== INSTRUCTIONS TO FOLLOW ==
Answer with nothing but the number of lines in the listing below that contain "Keep".

== WORKING DATA ==
※
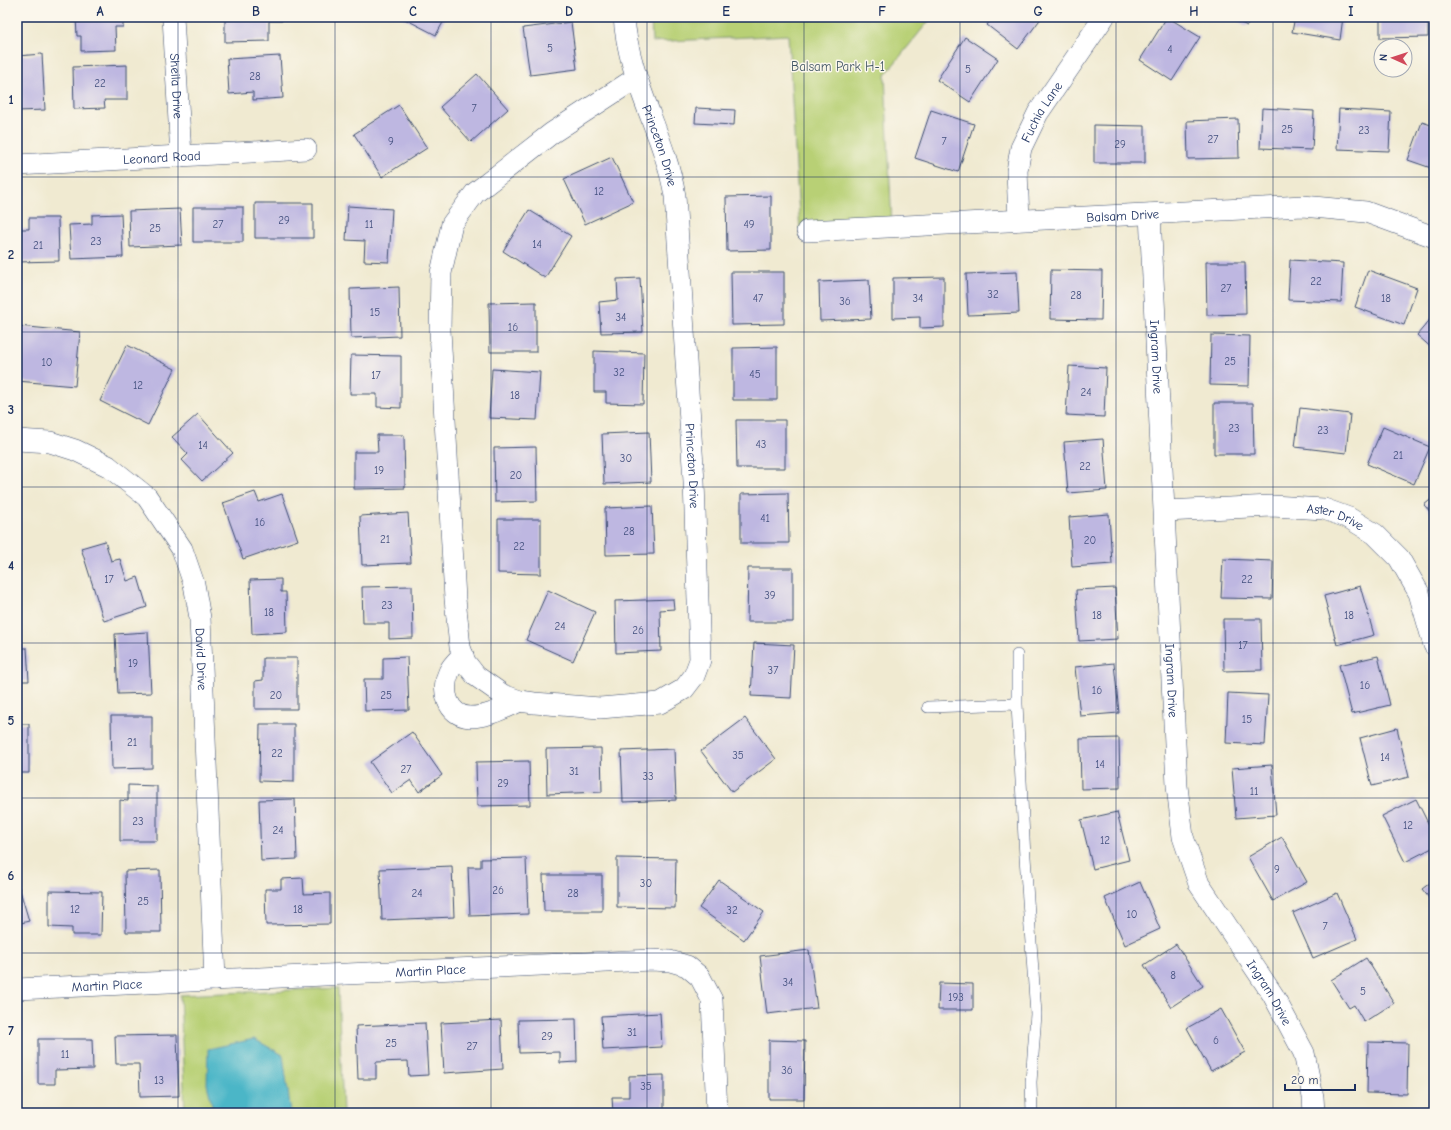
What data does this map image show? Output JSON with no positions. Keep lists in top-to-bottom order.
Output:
※
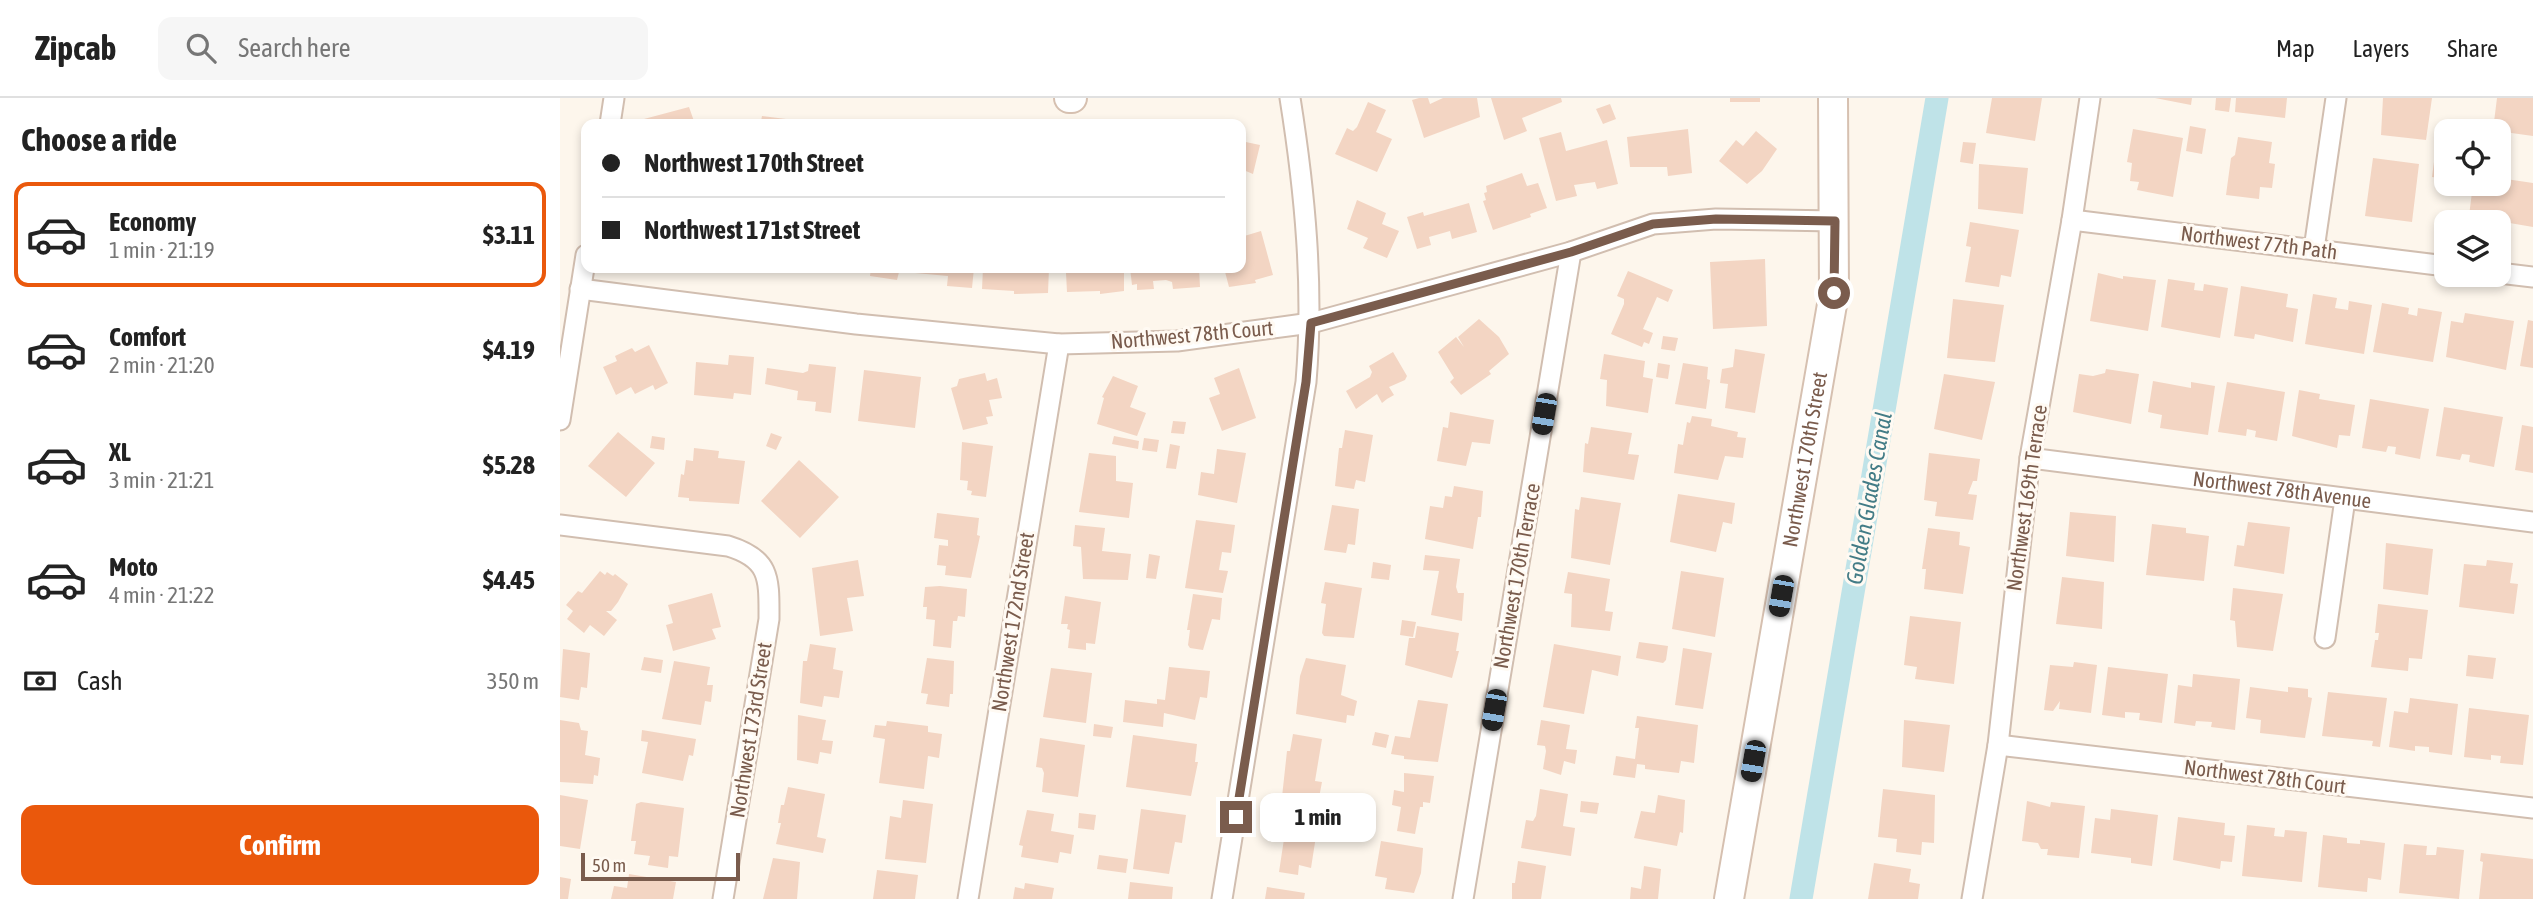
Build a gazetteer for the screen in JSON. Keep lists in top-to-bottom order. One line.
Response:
※
== ANSWER SECTION ==
2